Whether you’re a an entrepreneur leading a small business , a C-Level executive (CEO/CFO/CIO/CTO) at a mid-sized business, the head of the Project Management Office (PMO), or a business manager watching out for your department, you are often stuck in the position of having to “watch that basket” with your most critical projects.

Even worse, many times you’re never truly sure if one of your key projects is in trouble until it’s too late.

Fortunately, there are some signs that can help you identify a troubled project early, so that you can intervene and put it back on track. I polled our project recovery services specialists at Cedar Point Consulting, and we thought of seven effective ways to identify a troubled project:

  1. Perpetual Green Lights, Little Activity. Many of us are familiar with the approach of labeling projects green when they are on schedule and budget; yellow when the project is falling behind; and red when the project is far behind and/or over-budget. Perhaps your key project has been reporting green for the last three months, but oddly there’s been very little activity related to the project. This is probably a good signal that the project is actually in trouble.
  2. Lot’s of TBD’s. Effective risk and issue management are critical to the success of most projects, yet they are often ignored. If your key project is well past the early stages, but is reporting back a lot of TBD’s (to be determined) in the “resolution” column for risks and issues, then it’s probably a troubled project, even when the schedule doesn’t show it.
  3. Avoiders. The leader in charge of your key project may be a formal project manager or a manager of a business line, but regardless of who they are, you are getting the unsettling feeling that they are avoiding you. Perhaps they are missing at meetings, they’re head the other way down the hall when they see you, they’re not returning phone calls, or they’re not providing status reports. Unless you have a problem bathing, the project leader is likely avoiding you because the project is in trouble.
  4. Troubling Trends. Experienced project managers are familiar in using techniques like earned value management (EVM) to identify project progress by comparing actual to planned results for work completed, costs incurred and time spent. Though you may not be using EVM on your projects, you can watch for dramatic increases or drops in spending, dramatic changes to the work being delivered or sudden changes to schedule with no new schedule dates. In many cases, your key project is in a free-fall.
  5. Non-Progress Reports. You’re wise, so you have asked your project manager to provide status reports on a weekly basis. However, they’re more like “Non-Progress” reports than progress reports because no progress has been made. In particular, if you have received two weekly status reports where no progress has been made, you’re well on your way to having a troubled project on your hands, if you don’t already.
  6. Inability to Show Tangible Results. Well in to your project timeline and knowing that interim reviews are a good idea, you ask for a review or demonstration of work completed thus far. However, your review meeting is repeatedly delayed and rescheduled, sometimes by a few days and sometimes by weeks. Even worse, you’ve tried a quick visit by the desk of the project leader and it resulted in the person shoving documents in their desk instead of sitting with you to review tangible results. If so, this is likely a troubled project.
  7. Spidey Senses Tingling. Like Peter Parker in the Spiderman comic book series, you know which projects are highest risk and every time the subject of your key project comes up, it sets your spidey senses tingling, though you’re not certain why. While I’m a big believer in science over emotion, there is surely something very scientific that you’re reading so trust your instincts. Your likely to find something amazingly like trouble in your key project.
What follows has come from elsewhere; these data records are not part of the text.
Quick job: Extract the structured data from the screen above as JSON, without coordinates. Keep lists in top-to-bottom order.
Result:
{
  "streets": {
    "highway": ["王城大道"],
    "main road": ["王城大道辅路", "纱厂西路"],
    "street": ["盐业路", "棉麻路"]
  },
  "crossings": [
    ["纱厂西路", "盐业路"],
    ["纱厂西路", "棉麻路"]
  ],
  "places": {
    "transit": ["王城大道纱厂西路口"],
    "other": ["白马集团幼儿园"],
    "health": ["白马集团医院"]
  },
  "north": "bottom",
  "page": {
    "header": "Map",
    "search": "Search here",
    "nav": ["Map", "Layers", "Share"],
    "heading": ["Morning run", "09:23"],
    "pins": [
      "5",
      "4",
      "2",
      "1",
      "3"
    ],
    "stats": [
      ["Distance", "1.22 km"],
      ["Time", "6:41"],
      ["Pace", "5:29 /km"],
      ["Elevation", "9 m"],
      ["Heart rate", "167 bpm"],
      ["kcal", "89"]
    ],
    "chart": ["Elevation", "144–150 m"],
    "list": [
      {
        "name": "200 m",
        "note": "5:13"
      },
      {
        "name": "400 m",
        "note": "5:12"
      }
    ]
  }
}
Of course, identifying a troubled project is one thing, but recovering that project is a completely different challenge. I provided some tips to recover troubled projects in a previous article that may be of help.
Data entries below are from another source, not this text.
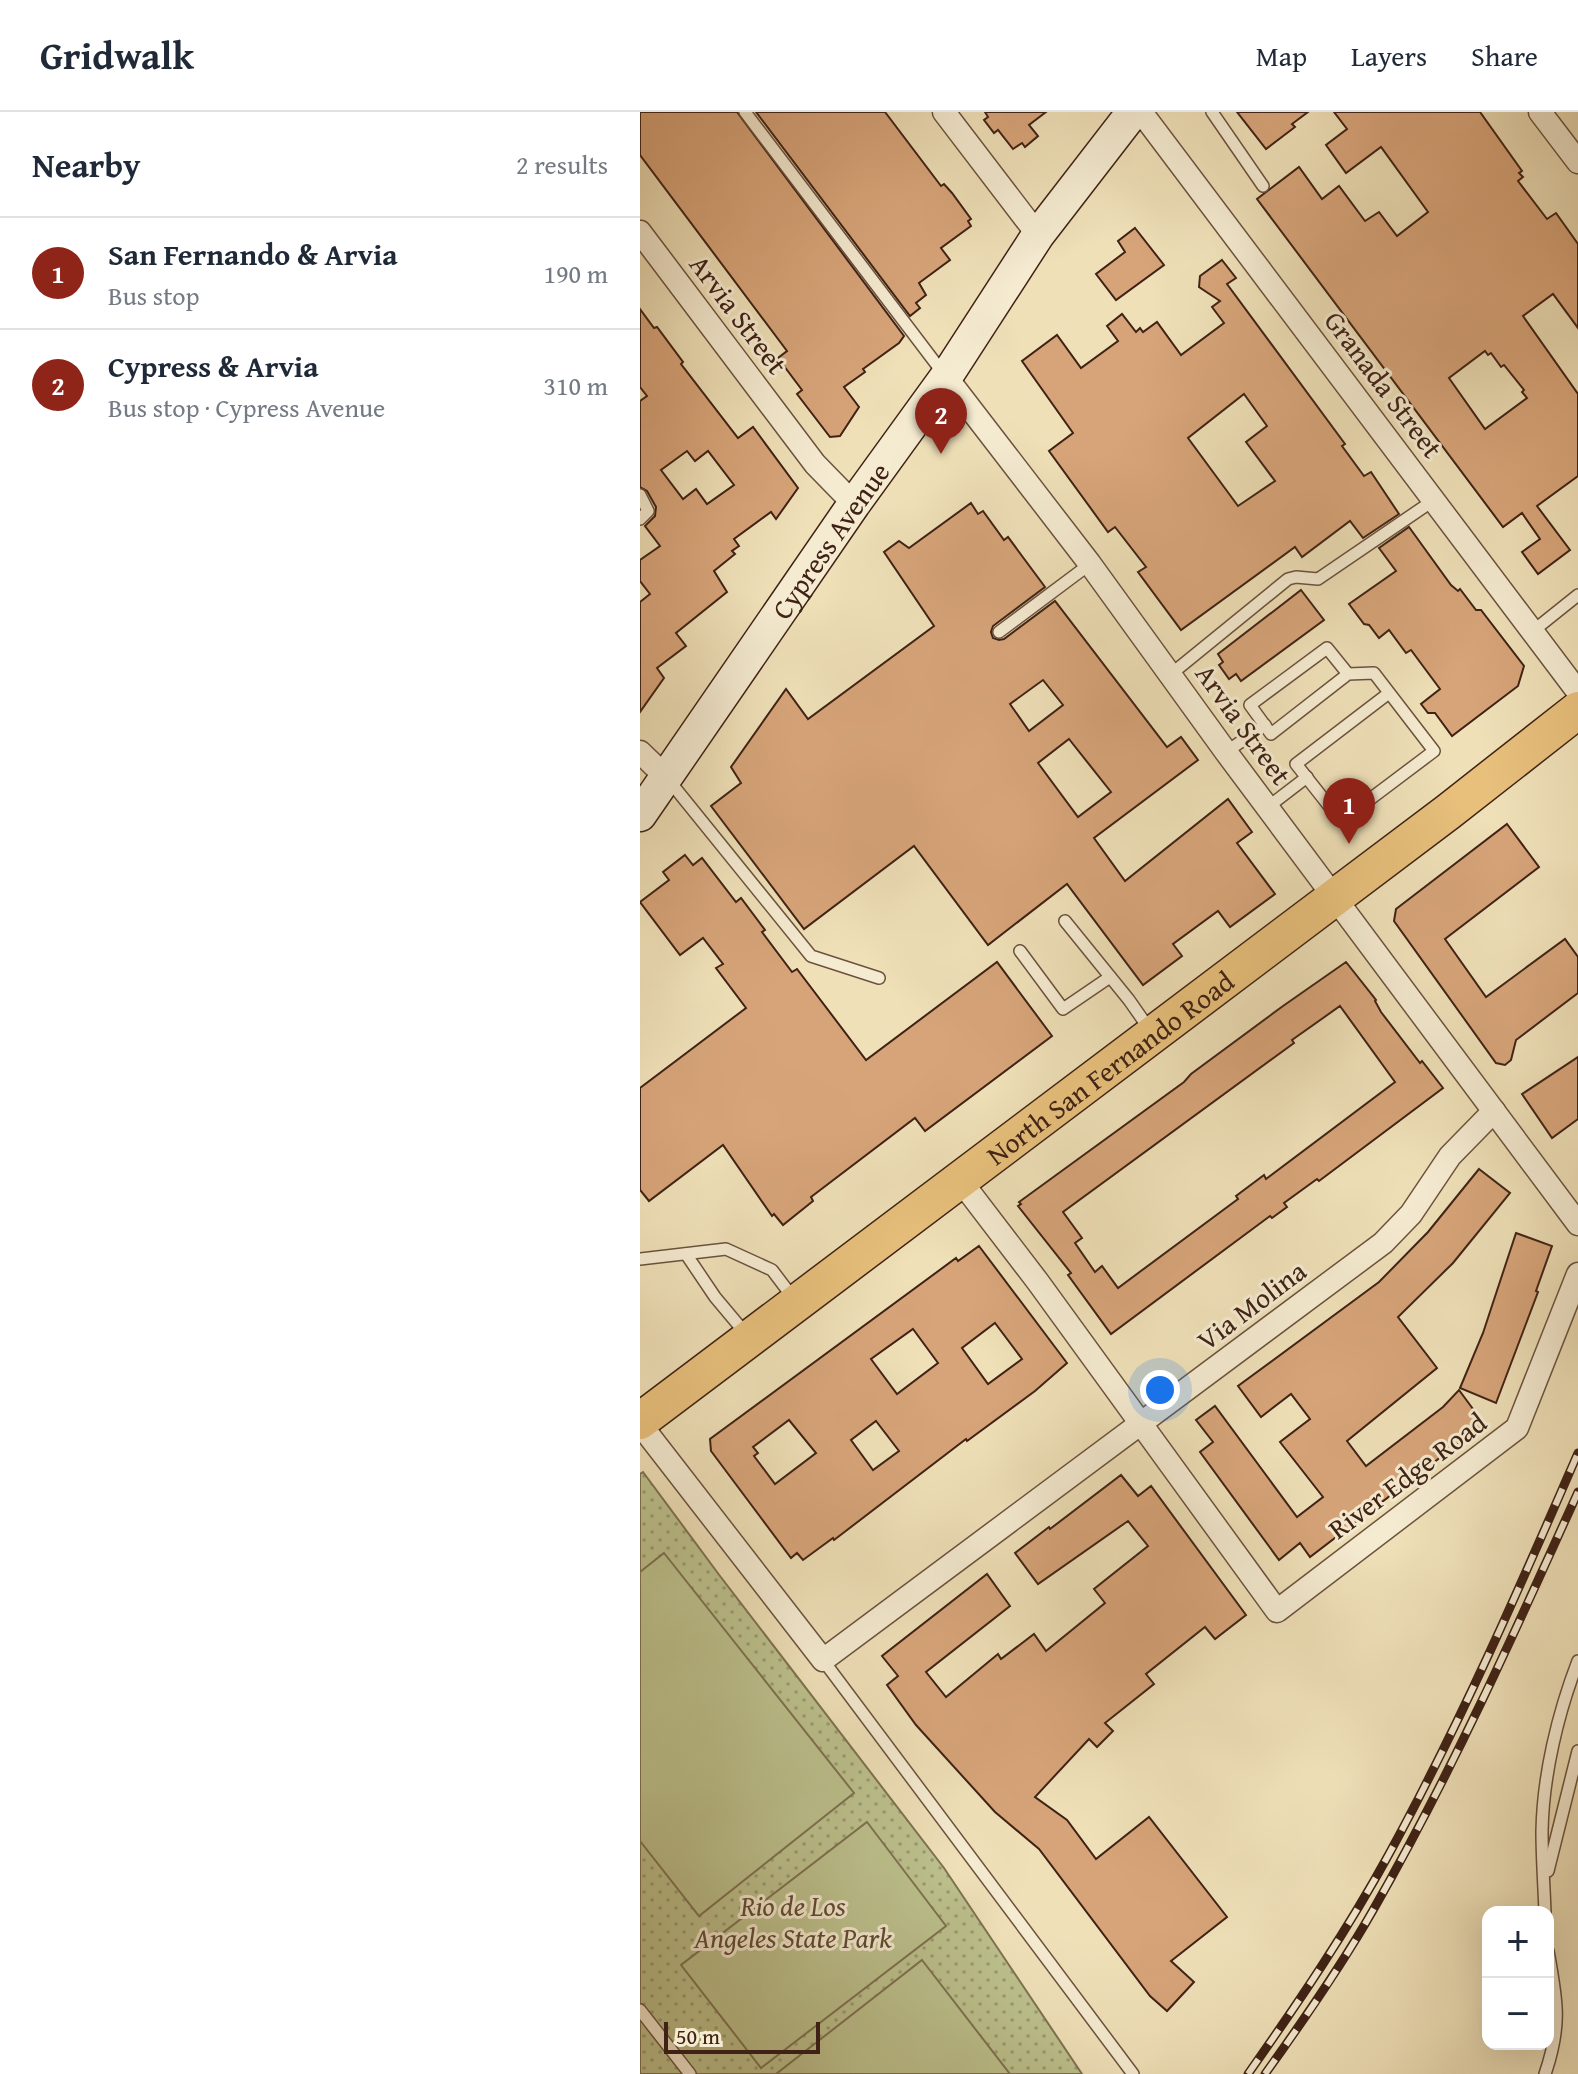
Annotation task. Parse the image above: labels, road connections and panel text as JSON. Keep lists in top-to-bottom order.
{
  "streets": {
    "main road": ["North San Fernando Road"],
    "street": [
      "Arvia Street",
      "Granada Street",
      "Cypress Avenue",
      "Via Molina",
      "River Edge Road"
    ]
  },
  "crossings": [
    ["Arvia Street", "Cypress Avenue"],
    ["Arvia Street", "North San Fernando Road"],
    ["Arvia Street", "Via Molina"],
    ["Via Molina", "River Edge Road"]
  ],
  "parks": ["Rio de Los Angeles State Park"],
  "scale_bar": "50 m",
  "page": {
    "header": "Gridwalk",
    "nav": ["Map", "Layers", "Share"],
    "heading": ["Nearby", "2 results"],
    "list": [
      {
        "mark": "1",
        "name": "San Fernando & Arvia",
        "note": "Bus stop",
        "value": "190 m"
      },
      {
        "mark": "2",
        "name": "Cypress & Arvia",
        "note": "Bus stop · Cypress Avenue",
        "value": "310 m"
      }
    ],
    "pins": ["2", "1"],
    "map_buttons": ["+", "−"],
    "scale": "50 m"
  }
}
However, particularly if you don’t have experience recovering troubled projects and the stakes are high, it might be time to consider getting some help.  Our firm provides project recovery services and we’re proud of our success rate, but other competent firms do, as well.

Donald Patti is a Principal Consultant with Cedar Point Consulting, a management consulting practice based in the Washington, DC area, where he advises businesses in project management, process improvement, and small business strategy. Cedar Point Consulting can be found at http://www.cedarpointconsulting.com.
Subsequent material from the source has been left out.